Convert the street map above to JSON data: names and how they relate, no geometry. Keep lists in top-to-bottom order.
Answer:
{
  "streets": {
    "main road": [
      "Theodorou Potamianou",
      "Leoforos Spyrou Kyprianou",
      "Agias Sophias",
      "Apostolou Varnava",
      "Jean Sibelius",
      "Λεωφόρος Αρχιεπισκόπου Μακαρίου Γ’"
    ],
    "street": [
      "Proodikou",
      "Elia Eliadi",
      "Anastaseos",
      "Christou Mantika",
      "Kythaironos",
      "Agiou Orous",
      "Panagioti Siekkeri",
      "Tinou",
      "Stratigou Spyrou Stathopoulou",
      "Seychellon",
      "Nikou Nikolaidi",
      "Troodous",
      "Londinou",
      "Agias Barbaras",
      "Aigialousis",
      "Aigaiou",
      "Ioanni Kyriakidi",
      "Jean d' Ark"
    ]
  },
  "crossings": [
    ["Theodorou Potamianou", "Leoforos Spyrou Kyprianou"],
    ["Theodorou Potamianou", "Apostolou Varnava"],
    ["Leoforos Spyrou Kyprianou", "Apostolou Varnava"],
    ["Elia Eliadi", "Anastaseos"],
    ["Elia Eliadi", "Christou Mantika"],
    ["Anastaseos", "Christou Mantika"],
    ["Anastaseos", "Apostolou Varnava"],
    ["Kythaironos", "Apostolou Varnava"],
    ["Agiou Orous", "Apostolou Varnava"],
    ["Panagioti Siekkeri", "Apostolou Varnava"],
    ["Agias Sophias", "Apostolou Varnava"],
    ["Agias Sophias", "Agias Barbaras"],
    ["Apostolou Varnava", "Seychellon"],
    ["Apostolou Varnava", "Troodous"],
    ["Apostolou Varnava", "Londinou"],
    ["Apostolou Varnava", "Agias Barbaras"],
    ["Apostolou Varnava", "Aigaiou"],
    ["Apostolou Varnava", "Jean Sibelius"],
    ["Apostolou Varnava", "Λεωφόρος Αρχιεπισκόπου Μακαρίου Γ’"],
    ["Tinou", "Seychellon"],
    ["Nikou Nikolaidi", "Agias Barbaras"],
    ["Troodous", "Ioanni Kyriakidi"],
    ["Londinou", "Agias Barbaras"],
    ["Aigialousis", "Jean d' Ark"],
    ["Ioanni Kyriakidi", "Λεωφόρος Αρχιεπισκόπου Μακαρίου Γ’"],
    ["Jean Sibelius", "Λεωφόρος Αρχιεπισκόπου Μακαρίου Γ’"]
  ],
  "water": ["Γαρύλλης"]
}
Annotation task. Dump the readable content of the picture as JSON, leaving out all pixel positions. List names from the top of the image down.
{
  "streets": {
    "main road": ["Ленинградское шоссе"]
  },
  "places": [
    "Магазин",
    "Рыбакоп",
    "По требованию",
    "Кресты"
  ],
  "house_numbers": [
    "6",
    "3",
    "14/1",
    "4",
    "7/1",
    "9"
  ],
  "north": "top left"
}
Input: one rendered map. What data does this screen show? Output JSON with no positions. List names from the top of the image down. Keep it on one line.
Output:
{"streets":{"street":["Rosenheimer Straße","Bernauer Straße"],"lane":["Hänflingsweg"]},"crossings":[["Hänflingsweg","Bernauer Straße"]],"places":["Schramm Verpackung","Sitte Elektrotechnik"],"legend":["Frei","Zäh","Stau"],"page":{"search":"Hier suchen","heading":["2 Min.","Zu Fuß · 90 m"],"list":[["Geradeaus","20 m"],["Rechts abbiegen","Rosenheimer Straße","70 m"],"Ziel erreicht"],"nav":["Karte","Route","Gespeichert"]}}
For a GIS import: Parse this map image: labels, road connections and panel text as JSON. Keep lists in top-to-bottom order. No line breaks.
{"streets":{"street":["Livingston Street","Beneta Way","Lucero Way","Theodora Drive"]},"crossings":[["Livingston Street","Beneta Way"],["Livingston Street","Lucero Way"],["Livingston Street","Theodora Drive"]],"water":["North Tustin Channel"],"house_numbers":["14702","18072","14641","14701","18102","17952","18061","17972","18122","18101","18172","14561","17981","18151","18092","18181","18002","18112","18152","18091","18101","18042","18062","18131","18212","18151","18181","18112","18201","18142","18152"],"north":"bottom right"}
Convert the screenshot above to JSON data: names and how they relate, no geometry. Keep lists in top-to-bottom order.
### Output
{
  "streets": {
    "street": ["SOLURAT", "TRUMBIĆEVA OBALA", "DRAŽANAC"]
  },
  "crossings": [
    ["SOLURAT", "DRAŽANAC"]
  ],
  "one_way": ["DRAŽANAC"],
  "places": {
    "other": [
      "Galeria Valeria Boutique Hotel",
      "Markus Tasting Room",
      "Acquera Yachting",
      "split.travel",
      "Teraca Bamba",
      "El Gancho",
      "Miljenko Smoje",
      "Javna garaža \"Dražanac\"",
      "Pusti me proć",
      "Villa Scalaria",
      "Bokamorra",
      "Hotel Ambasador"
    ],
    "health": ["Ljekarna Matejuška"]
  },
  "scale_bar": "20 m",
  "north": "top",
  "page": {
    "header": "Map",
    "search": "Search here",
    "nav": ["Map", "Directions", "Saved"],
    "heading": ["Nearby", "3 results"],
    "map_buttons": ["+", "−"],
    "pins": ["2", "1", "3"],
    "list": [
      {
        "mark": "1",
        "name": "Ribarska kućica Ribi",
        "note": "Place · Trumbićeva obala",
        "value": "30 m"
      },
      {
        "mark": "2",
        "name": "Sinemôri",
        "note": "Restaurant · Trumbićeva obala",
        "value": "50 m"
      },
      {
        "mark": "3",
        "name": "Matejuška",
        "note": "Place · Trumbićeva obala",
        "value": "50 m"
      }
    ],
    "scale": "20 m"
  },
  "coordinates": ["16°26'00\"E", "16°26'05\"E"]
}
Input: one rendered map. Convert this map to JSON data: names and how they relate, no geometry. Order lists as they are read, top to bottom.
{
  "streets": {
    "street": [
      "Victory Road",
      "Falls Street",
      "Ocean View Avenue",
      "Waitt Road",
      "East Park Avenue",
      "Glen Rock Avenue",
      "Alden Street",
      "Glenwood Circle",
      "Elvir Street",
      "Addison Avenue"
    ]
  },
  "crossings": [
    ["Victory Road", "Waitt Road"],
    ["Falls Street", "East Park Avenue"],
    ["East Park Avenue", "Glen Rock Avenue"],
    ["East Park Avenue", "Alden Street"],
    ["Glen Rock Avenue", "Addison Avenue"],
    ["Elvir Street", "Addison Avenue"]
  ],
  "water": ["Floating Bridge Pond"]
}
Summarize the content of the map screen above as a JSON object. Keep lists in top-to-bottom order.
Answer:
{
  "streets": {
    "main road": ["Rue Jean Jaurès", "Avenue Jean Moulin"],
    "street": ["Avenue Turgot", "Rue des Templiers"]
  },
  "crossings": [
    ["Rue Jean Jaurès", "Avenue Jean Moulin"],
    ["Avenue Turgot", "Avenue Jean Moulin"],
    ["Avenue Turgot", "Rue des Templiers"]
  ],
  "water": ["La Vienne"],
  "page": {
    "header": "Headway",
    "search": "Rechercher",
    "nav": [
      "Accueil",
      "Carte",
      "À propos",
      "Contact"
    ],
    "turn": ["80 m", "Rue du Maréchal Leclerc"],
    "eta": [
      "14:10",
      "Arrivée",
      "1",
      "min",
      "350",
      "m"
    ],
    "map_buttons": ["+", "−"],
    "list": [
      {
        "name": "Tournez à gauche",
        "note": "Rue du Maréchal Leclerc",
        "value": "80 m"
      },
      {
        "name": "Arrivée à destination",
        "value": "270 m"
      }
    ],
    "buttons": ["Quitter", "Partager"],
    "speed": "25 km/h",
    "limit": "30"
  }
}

::::::

Your objective — The records are given above. Copy each line in them that holds "Christou".

Task solution —
      "Christou Mantika",
    ["Elia Eliadi", "Christou Mantika"],
    ["Anastaseos", "Christou Mantika"],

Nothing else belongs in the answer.